A Real “Chicken and Egg” Conundrum

This week we’ll be looking at an idea that has been turning around and around in my head for a long time, and it’s now high time for me to try to deal with it here.

At first I had planned to title this post “The Doing / Being Circle” because to me these two interconnected concepts feel like a wheel that just keeps rolling along, with each one taking a turn at being on top.

And then of course my opening sentence, which was spontaneously written as opposed to planned, used the phrase “turning around and around”.

So, please sit down to read the rest of this, because dizziness may ensue. You’ve been warned.

Sparked by a Quote from a Book

I consume books in various ways, from hard copies to the many audiobooks I enjoy on my long drives to and from our cottage, to the ones I read on my Kindle while pedaling my exercise bike.

When I see something I want to refer back to on Kindle, I typically take a photo of the page with my phone.

Yes, I’m aware that there’s a way to annotate Kindle books and probably even export quotes, but my kids have used the phrase “OK Boomer” with me, so I’m just glad to be able to do it, my way.

The book was Adam Grant’s Give and Take and here’s the quote:

                     “To paraphrase the writer E.M. Forster, 

                ‘How do I know who I am until I see what I do?’”.

Let’s just say that reading that brought this idea to the front burner of my mind pretty quickly.

Don’t You Have to BE, Before You Can DO?

I guess the factory setting in my brain worked the other way from Forster’s, because I used to think that you had to be someone or something before you could do anything.

Now I’m not sure what to think.

Actually, what I’m not sure of is whether either one of these really does “come first”, just like the old “chicken and egg” quandary.

As I consider how this whole subject fits into my work with families who own and manage assets together, it has me harken back a few weeks to My “Role / Goal / Control” Life Hack.

There, the first step was to determine what role one is playing in a given situation, so that’s all about the being, and figuring out who you need to be for that role.

What you then need to do will flow from that. 

But does it always work that way?

And What About “Modus Operandi” vs “Modus Vivendi”?

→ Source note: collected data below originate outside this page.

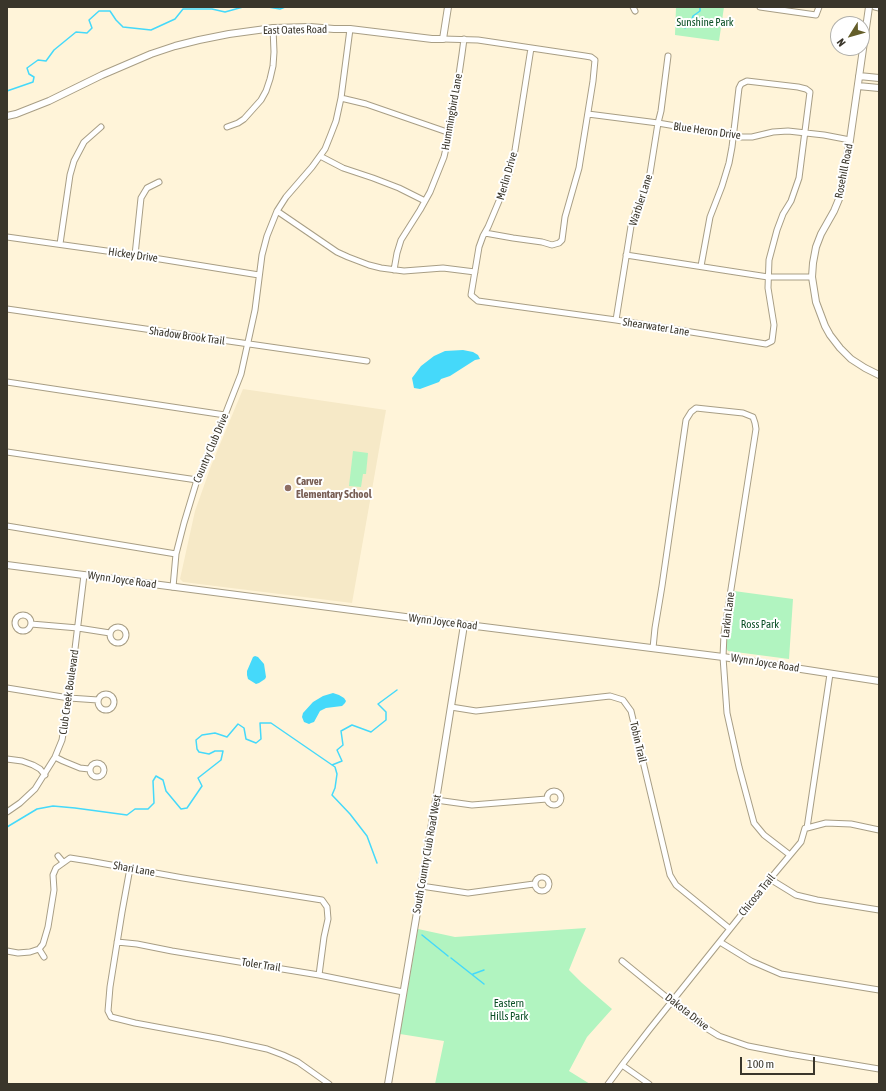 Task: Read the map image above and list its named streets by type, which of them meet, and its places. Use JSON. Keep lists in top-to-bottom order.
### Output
{
  "streets": {
    "street": [
      "East Oates Road",
      "Hummingbird Lane",
      "Blue Heron Drive",
      "Rosehill Road",
      "Merlin Drive",
      "Warbler Lane",
      "Hickey Drive",
      "Shearwater Lane",
      "Shadow Brook Trail",
      "Country Club Drive",
      "Wynn Joyce Road",
      "Larkin Lane",
      "Club Creek Boulevard",
      "Tobin Trail",
      "South Country Club Road West",
      "Shari Lane",
      "Chicosa Trail",
      "Toler Trail",
      "Dakota Drive"
    ]
  },
  "crossings": [
    ["East Oates Road", "Hummingbird Lane"],
    ["East Oates Road", "Blue Heron Drive"],
    ["East Oates Road", "Merlin Drive"],
    ["East Oates Road", "Country Club Drive"],
    ["Blue Heron Drive", "Rosehill Road"],
    ["Blue Heron Drive", "Warbler Lane"],
    ["Merlin Drive", "Shearwater Lane"],
    ["Warbler Lane", "Shearwater Lane"],
    ["Hickey Drive", "Country Club Drive"],
    ["Shadow Brook Trail", "Country Club Drive"],
    ["Country Club Drive", "Wynn Joyce Road"],
    ["Wynn Joyce Road", "Larkin Lane"],
    ["Wynn Joyce Road", "Club Creek Boulevard"],
    ["Wynn Joyce Road", "South Country Club Road West"],
    ["Wynn Joyce Road", "Chicosa Trail"],
    ["Larkin Lane", "Chicosa Trail"],
    ["Tobin Trail", "South Country Club Road West"],
    ["Tobin Trail", "Chicosa Trail"],
    ["South Country Club Road West", "Toler Trail"],
    ["Shari Lane", "Toler Trail"],
    ["Chicosa Trail", "Dakota Drive"]
  ],
  "parks": ["Sunshine Park", "Ross Park", "Eastern Hills Park"],
  "places": ["Carver Elementary School"],
  "scale_bar": "100 m",
  "north": "bottom left"
}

Almost a year ago now, in Family Governance, More Than a Modus Operandi, we looked at this very same question.

Here’s a direct, cut’n’paste quote:

                 I feel like I’ve been over this territory a lot, but it’s so 

                       important that it bears repeating nonetheless.

                          This “territory” is the distinction 

                            between “doing” and “being”.


Because “Modus Operandi” is about doing, it refers to how family members “co-operate” together.

Modus Vivendi, for its part is more about how family members “co-exist” and “co-habitate” together.

But of course these are all inter-related and cannot and do not exist in isolation from each other. 

We can, however, benefit from thinking about each separately.

Interdependence Strikes Again

Like so many aspects of this work with people, interdependence strikes again. Not just with the fact that the people are interdependent, but the concepts that we need to work on with them are as well.

What you do, over and over, becomes part of who you are. And, it follows, who you are will necessarily influence how you do all the things that you do.

When you run into a tricky situation with one, you may want to look at it from the other side, to see what you might learn about how to deal with it.

Like the “family alignment / family engagement” issue we talked about in Family Engagement and Family Alignment – Chicken and Egg when you run into something from one, you can look to the other for a next step towards enlightenment and resolution.

Questions, More Important Than Answers, As Usual

I also like that this is yet another illustration of the fact that knowing the right questions is more important than having all of the answers.

When you work with members of a family on their relationships, it’s mostly about getting them to communicate in productive ways, so that the “right answers” for their particular situation will emerge, and that they end up co-creating their own solutions.

They’ll do what they’re going to do and be who they’re going to be, and we just need to guide them.